* Task input:
==========
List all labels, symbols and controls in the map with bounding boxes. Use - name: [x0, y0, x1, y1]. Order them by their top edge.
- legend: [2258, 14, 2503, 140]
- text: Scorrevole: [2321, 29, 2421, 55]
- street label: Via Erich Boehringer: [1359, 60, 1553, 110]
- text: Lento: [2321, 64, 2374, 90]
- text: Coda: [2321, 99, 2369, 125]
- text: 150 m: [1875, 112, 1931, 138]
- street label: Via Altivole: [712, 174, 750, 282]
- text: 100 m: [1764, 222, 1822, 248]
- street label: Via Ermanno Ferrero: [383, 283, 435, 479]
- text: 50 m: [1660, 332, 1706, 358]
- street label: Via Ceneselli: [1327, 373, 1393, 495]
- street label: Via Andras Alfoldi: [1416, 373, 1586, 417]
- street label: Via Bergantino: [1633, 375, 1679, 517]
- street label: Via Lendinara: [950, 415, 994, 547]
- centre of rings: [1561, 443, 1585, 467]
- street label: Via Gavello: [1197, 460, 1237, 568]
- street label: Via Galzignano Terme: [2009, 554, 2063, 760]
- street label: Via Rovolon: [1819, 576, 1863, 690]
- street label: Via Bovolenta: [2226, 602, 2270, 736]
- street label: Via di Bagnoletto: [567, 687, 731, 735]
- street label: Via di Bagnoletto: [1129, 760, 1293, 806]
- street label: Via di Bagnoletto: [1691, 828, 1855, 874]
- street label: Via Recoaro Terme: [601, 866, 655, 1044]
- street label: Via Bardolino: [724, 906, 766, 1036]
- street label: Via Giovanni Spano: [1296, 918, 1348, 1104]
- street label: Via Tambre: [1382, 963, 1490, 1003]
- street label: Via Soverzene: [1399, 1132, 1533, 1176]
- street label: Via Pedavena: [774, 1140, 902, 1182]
==========
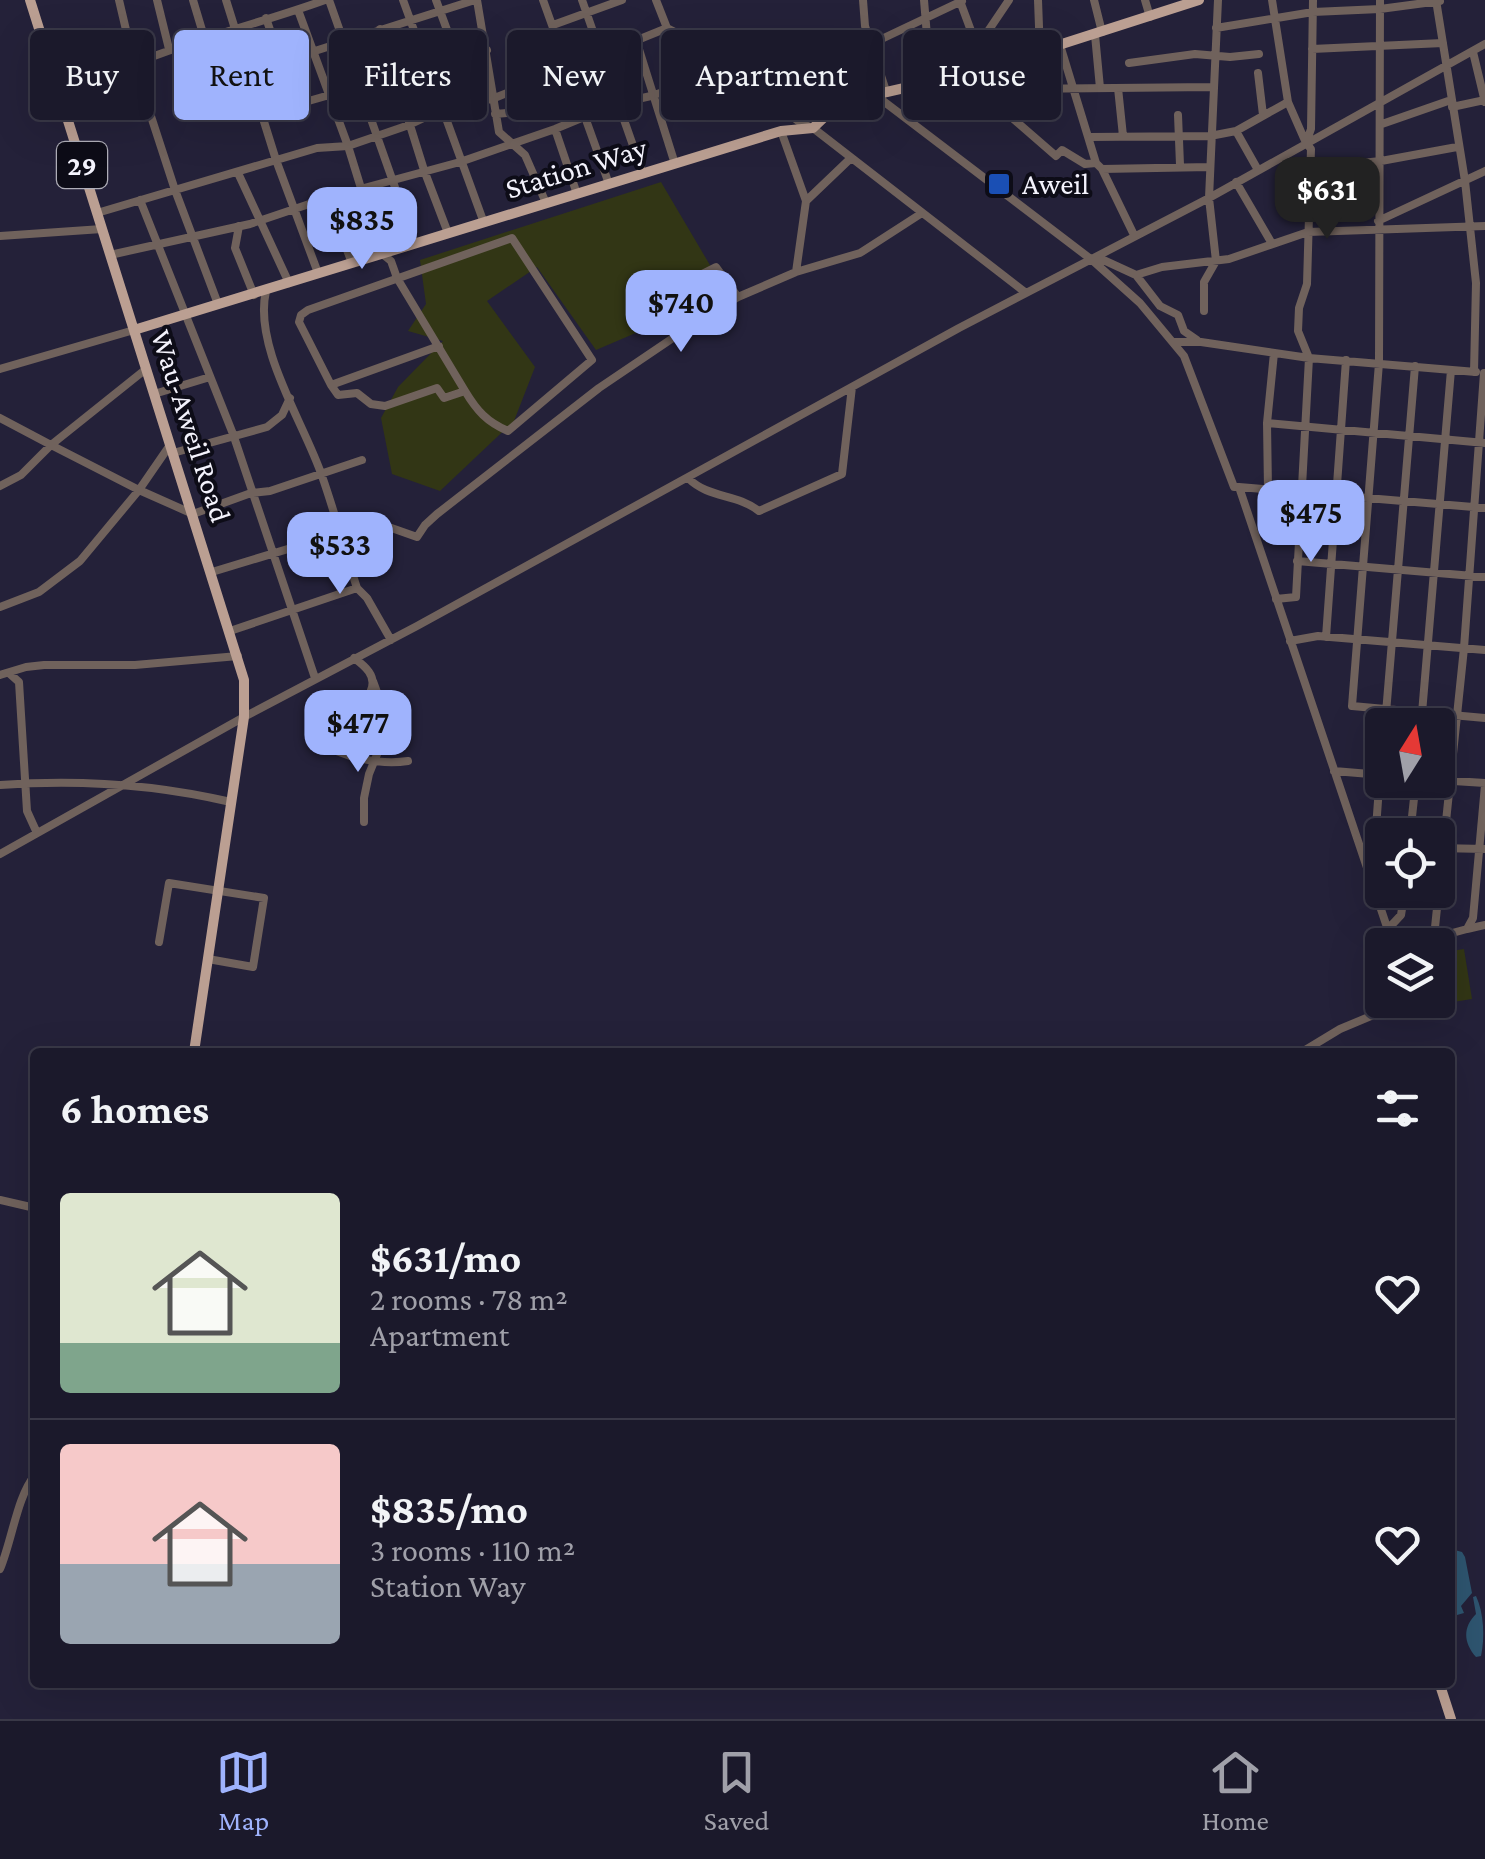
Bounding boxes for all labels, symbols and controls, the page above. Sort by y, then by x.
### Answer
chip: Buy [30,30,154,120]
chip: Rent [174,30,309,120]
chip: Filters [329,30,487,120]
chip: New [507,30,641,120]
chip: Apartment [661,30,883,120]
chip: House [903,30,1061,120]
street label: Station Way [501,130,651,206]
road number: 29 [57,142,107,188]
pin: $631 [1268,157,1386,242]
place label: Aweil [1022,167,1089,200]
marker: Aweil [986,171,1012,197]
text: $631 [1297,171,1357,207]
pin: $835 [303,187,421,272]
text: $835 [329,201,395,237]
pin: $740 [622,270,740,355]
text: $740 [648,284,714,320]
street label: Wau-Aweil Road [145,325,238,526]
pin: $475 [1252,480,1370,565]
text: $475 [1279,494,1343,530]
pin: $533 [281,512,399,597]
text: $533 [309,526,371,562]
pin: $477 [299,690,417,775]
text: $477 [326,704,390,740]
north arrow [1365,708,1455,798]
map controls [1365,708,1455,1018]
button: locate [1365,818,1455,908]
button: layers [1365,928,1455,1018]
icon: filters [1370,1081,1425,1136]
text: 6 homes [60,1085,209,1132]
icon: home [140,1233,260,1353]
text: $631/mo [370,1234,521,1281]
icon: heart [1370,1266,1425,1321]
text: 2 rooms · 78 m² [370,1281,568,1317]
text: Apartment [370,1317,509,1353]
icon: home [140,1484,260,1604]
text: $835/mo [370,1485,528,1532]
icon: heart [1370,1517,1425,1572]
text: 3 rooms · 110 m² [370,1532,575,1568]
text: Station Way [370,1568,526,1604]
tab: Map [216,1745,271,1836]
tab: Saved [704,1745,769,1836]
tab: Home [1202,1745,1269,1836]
==========
* Assigned task:
Going through the entries above, count the lines that have the word "Bagnoletto" and state that count alone.

* Written response:
3